Dr. Kevin Farrell, a certified geriatrician, said there are some requirements a patient must meet before going home. They must perform basic daily activities, including dressing and feeding themselves, using the restroom, bathe themselves and move around from one room to another. “Our goal is to get patients well and back to their baseline in the community,” he said. “We take a comprehensive approach, including therapies and group activities, and socialization.”

Dr. Farrell said that when a patient returns home, all individuals involved in their care must communicate with each other. Family members especially should understand that changes in activities, personality, socializing or habits can be indicative of something wrong with the patient.

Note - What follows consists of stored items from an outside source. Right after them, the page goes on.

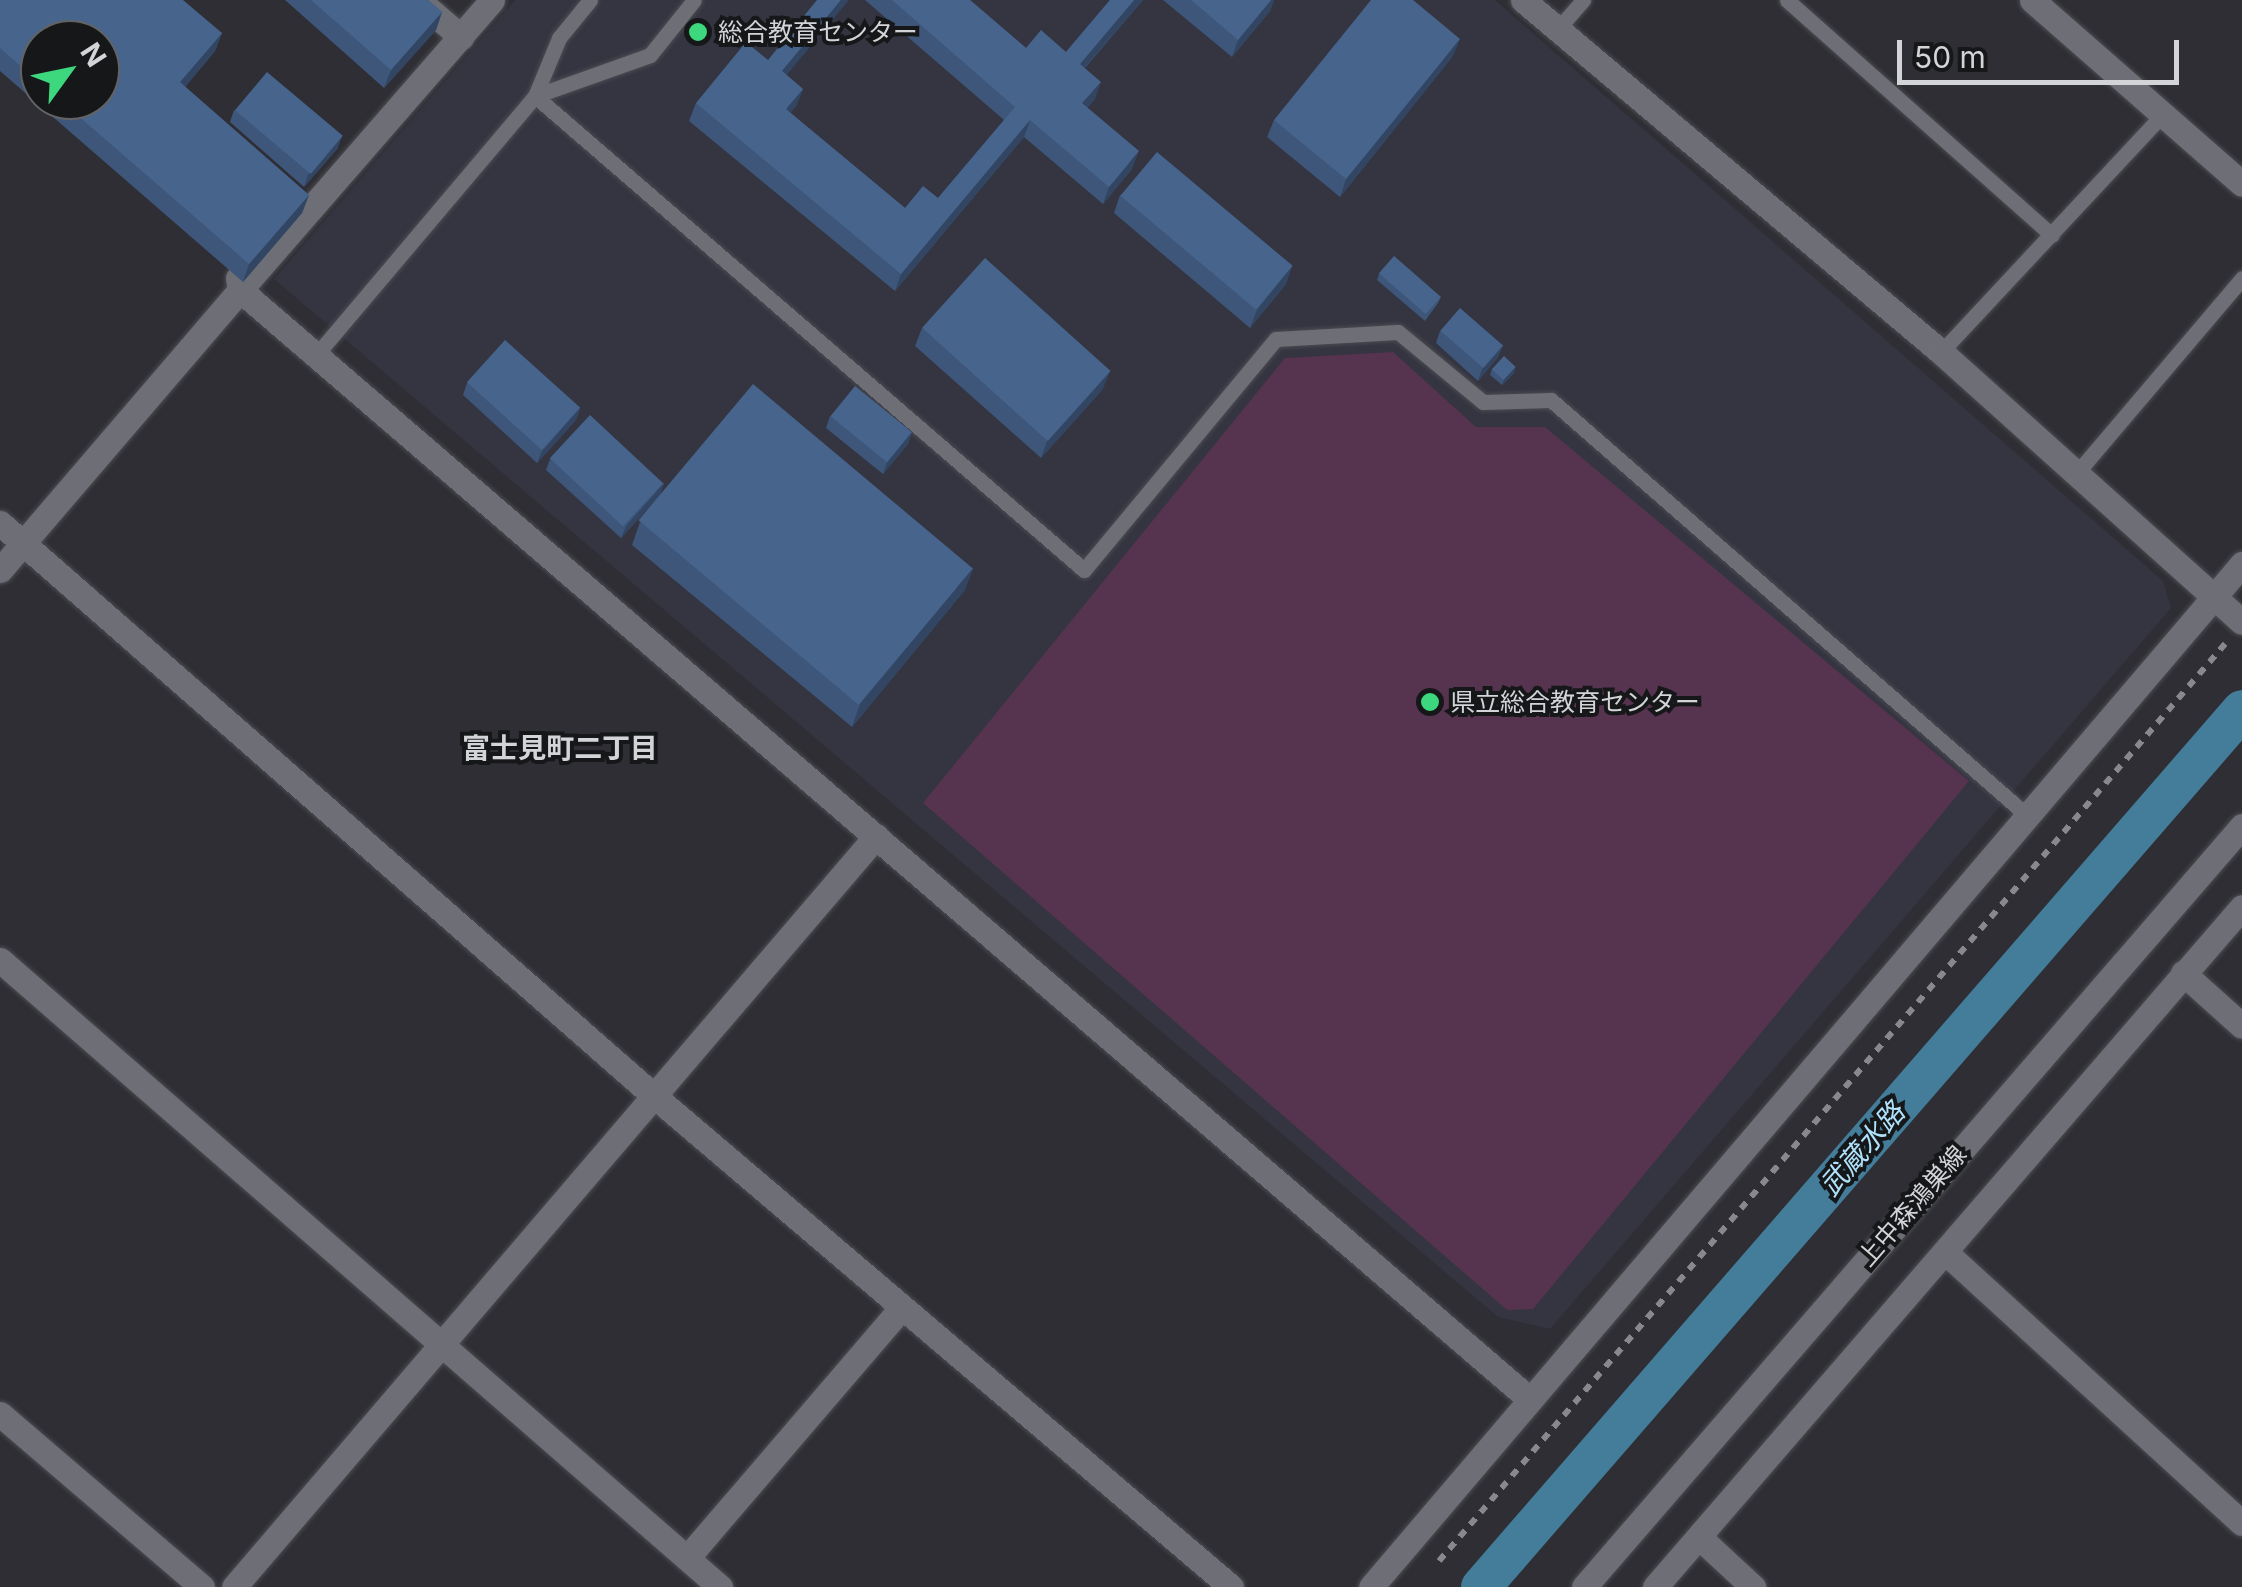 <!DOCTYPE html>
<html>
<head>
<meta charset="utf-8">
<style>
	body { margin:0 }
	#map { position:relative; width:2242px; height:1587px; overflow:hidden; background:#2e2e34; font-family:Inter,"Noto Sans JP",sans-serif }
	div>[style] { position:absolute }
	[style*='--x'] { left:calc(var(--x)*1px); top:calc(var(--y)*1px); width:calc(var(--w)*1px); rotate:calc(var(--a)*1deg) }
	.built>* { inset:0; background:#343541 }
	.green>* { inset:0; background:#56334f }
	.canal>* { height:40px; margin:-20px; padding:0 20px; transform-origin:20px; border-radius:20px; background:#437d99 }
	.path>* { height:6px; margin-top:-3px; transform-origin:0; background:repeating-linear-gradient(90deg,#88888d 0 8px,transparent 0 16px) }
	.roads { filter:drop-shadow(0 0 2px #4b4b51) drop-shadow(0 0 2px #4b4b51) }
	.service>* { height:15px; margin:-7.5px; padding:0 7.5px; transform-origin:7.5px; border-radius:7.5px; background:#6e6f76 }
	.minor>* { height:25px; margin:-12.5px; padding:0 12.5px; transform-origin:12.5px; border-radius:12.5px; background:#6e6f76 }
	.tertiary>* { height:25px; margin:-12.5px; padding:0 12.5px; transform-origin:12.5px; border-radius:12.5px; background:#6e6f76 }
	.secondary>* { height:25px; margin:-12.5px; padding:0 12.5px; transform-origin:12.5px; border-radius:12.5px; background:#6e6f76 }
	.wall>* { inset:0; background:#3d5679 }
	.shaded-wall>* { inset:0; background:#324663 }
	.building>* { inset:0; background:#47648d; transform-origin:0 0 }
	.dots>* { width:28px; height:28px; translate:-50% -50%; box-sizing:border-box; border:5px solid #161719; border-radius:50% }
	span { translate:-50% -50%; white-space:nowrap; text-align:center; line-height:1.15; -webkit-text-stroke:8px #161719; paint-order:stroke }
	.poi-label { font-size:25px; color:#d3d4d8 }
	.left { translate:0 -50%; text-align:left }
	.street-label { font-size:25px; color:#d3d4d8 }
	.neighbourhood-label { font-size:28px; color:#d3d4d8; font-weight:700 }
	.water-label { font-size:28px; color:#afe1fb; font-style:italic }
	.north { position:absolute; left:20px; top:20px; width:100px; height:100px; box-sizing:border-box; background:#161719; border:2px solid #626365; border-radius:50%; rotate:57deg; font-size:28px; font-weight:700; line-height:40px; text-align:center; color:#d3d4d8 }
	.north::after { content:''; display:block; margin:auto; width:35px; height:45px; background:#3dd77e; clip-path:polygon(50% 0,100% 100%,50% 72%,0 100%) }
	.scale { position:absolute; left:1897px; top:40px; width:282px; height:45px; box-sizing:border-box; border:5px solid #d3d4d8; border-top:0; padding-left:12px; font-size:30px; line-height:35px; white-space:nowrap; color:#d3d4d8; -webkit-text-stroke:8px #161719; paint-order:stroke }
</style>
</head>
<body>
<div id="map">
	<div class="built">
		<div style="clip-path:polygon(515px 0,1495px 0,2163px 581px,2171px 608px,1550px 1329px,1498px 1317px,274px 279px)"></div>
	</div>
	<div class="green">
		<div style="clip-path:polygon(1393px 352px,1476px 427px,1545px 427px,1969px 781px,1533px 1309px,1507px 1310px,923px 803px,1285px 358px)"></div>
	</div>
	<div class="canal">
		<div style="--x:1481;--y:1587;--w:1161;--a:-49.05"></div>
	</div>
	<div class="path">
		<div style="--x:1439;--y:1561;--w:1208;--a:-49.4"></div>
	</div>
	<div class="roads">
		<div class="service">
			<div style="--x:1787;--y:0;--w:354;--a:41.6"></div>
			<div style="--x:1557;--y:30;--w:40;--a:-49"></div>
			<div style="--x:535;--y:96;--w:725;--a:40.81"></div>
			<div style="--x:1084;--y:570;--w:300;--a:-50.3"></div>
			<div style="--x:1276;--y:339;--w:122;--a:-3.3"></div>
			<div style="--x:1398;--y:332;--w:110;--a:39.5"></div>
			<div style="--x:1483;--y:402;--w:68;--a:-1.7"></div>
			<div style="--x:1551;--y:400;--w:636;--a:41.11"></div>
			<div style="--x:535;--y:96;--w:122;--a:-19.6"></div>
			<div style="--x:650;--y:55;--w:70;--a:-51.3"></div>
			<div style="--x:1941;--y:352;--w:323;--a:-47"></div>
			<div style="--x:317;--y:354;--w:338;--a:-49.8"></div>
			<div style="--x:535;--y:96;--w:63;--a:-67.5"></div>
			<div style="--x:559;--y:38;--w:49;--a:-50.8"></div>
			<div style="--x:2076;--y:474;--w:257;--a:-49.7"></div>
		</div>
		<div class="minor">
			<div style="--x:418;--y:0;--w:57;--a:40.7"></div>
			<div style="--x:1523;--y:0;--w:546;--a:40.1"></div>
			<div style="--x:1941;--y:352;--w:404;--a:41.9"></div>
			<div style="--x:2032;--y:0;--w:279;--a:41.2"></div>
			<div style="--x:238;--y:278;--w:12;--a:81"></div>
			<div style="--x:240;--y:290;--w:384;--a:-49"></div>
			<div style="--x:240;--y:290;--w:1699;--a:40.7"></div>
			<div style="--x:0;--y:960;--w:955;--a:41.05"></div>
			<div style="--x:2183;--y:973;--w:79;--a:41.9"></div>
			<div style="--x:1945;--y:1252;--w:402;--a:42.4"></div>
			<div style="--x:0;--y:1414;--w:266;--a:40.6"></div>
			<div style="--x:1699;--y:1537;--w:74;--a:42.8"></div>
			<div style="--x:687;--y:1558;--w:330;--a:-49.4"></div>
			<div style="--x:234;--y:1587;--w:988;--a:-49.47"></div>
			<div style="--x:1371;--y:1587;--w:1344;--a:-49.59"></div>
			<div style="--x:1655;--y:1587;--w:898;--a:-49.2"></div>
		</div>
		<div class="tertiary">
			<div style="--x:0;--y:523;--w:868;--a:41.22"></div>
			<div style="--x:653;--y:1095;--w:759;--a:40.4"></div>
			<div style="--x:0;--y:570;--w:369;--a:-49.4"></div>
		</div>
		<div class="secondary">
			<div style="--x:1584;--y:1587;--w:1006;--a:-49.15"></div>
		</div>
	</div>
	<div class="wall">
		<div style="clip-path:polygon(evenodd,0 0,222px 33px,215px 51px,185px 87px,309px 195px,302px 213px,243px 282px,0 71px,0 0,40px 40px,100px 100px,40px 100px,40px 40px)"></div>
		<div style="clip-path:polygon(285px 0,428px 0,442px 12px,436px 30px,384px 88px)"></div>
		<div style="clip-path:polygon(865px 0,970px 0,1026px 48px,1066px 52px,1110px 0,1143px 0,1085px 68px,1095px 99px,1087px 108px,1132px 169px,1103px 204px,1024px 137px,895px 291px,689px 121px,696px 103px,768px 60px,803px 89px,796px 106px,790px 113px,905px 208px,938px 198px,1004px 120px)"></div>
		<div style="clip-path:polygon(1163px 0,1274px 0,1270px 11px,1232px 57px)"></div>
		<div style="clip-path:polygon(1453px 56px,1340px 197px,1267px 137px,1274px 120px)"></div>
		<div style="clip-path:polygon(234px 110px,338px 148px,304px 187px,230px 122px)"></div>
		<div style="clip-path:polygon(1120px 195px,1292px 266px,1286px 284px,1250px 328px,1114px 213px)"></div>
		<div style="clip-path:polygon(1379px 274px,1441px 297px,1438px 303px,1425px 321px,1377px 280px)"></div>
		<div style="clip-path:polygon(922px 328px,1103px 389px,1041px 458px,915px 346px)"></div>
		<div style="clip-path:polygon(1440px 331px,1503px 345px,1498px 357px,1478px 381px,1436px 343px)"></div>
		<div style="clip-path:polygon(1492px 369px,1514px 373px,1502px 385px,1490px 375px)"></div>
		<div style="clip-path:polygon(467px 383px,580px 408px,576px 420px,537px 463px,463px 395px)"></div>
		<div style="clip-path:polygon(830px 416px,912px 432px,908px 444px,883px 474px,826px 428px)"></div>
		<div style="clip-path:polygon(550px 459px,664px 483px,660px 495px,621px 538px,546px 470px)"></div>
		<div style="clip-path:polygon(640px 522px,965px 590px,852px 727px,632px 545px)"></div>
	</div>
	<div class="shaded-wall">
		<div style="clip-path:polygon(841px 0,849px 0,775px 89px,782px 71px)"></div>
		<div style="clip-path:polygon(1134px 0,1143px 0,1073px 81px,1080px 64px)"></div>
		<div style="clip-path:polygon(1271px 0,1274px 0,1270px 11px,1232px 57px,1238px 40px)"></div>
		<div style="clip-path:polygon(442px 12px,436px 30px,384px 88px,391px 70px)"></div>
		<div style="clip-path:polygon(222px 33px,215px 51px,174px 100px,180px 82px)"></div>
		<div style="clip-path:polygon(1460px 39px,1453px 56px,1340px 197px,1346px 179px)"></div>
		<div style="clip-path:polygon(1101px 82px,1095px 99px,1076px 121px,1082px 103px)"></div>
		<div style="clip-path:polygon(803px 89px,796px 106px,779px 127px,786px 109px)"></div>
		<div style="clip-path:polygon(1030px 120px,1024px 137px,895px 291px,901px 274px)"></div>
		<div style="clip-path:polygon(342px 136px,338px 148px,304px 187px,308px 175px)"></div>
		<div style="clip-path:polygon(1139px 151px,1132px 169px,1103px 204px,1109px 187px)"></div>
		<div style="clip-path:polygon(309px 195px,302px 213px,243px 282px,249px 264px)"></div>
		<div style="clip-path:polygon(1292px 266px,1286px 284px,1250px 328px,1257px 310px)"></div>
		<div style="clip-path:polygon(1503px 345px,1498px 357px,1478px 381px,1482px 369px)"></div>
		<div style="clip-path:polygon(1516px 367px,1514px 373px,1502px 385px,1504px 379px)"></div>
		<div style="clip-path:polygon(1110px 371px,1103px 389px,1041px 458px,1047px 441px)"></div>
		<div style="clip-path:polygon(580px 408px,576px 420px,537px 463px,542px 451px)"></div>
		<div style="clip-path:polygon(912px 432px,908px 444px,883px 474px,887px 462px)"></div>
		<div style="clip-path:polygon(664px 483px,660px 495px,621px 538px,626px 526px)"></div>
		<div style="clip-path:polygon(974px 567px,965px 590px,852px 727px,860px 704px)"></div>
	</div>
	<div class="building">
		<div style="clip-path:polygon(0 0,183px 0,222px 33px,180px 82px,309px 195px,249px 264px,60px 100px,100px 100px,100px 40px,40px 40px,40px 83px,0 48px)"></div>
		<div style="clip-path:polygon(311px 0,428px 0,442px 12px,391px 70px)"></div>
		<div style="clip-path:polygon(817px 0,841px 0,782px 71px,803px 89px,786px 109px,905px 208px,923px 186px,938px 198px,1015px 107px,892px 0,970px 0,1026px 48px,1041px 30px,1066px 52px,1110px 0,1134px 0,1080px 64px,1101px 82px,1082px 103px,1139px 151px,1109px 187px,1030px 120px,901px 274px,696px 103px,746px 42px,768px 60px)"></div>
		<div style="clip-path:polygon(1191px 0,1271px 0,1238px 40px)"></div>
		<div style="clip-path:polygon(1371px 0,1413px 0,1460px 39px,1346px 179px,1274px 120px)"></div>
		<div style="left:267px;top:72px;width:99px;height:50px;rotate:40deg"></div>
		<div style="left:1157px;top:152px;width:177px;height:57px;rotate:40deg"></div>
		<div style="left:1394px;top:256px;width:62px;height:23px;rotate:41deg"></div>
		<div style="left:985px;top:258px;width:169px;height:94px;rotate:42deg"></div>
		<div style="left:1460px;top:308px;width:57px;height:30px;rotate:41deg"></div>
		<div style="left:505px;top:340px;width:101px;height:57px;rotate:42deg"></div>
		<div style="left:1504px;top:356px;width:16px;height:18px;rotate:43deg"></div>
		<div style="left:753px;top:384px;width:287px;height:178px;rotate:40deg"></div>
		<div style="left:855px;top:386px;width:73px;height:39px;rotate:39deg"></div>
		<div style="left:590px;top:415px;width:100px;height:59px;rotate:43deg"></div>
	</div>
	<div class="dots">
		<div style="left:698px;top:32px;background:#3dd77e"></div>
		<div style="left:1430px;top:702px;background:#3dd77e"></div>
	</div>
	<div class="poi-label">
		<span class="left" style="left:718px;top:32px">総合教育センター</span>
		<span class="left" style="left:1450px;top:702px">県立総合教育センター</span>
	</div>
	<div class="street-label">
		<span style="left:1912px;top:1206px;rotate:-49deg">上中森鴻巣線</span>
	</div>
	<div class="neighbourhood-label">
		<span style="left:560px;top:748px">富士見町二丁目</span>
	</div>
	<div class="water-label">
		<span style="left:1862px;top:1149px;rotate:-49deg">武蔵水路</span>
	</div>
	<div class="north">N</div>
	<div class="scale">50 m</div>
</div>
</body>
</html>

The three senior service areas —Sister Margaret’s Senior Clinic, the Emergency Room and the Senior Suites— work in tandem for comprehensive geriatric health care.

St. Mary’s Medical Center in Blue Springs doesn’t yet have a Senior Clinic, but does offer programs devoted to senior concerns. February for example, was American Heart Month, and St. Mary’s offered a program on how to take care of the heart. By the way, did you know your heart beats about 100,000 times each day to keep blood circulating throughout your body?

Cardiologists of the two medical centers have been awarded Chest Pain Designation and Accreditation by the healthcare industry.

Oprah Winfrey could have been talking about the Senior Clinic, ER and Senior Suites at St. Joseph’s when she said back in 2011, “We live in a youth-obsessed culture that is constantly trying to tell us that if we are not young, … that we don’t matter. … Every year should be teaching us all something valuable. Whether you get the lesson is really up to you.” St. Joseph’s and St. Mary’s get it.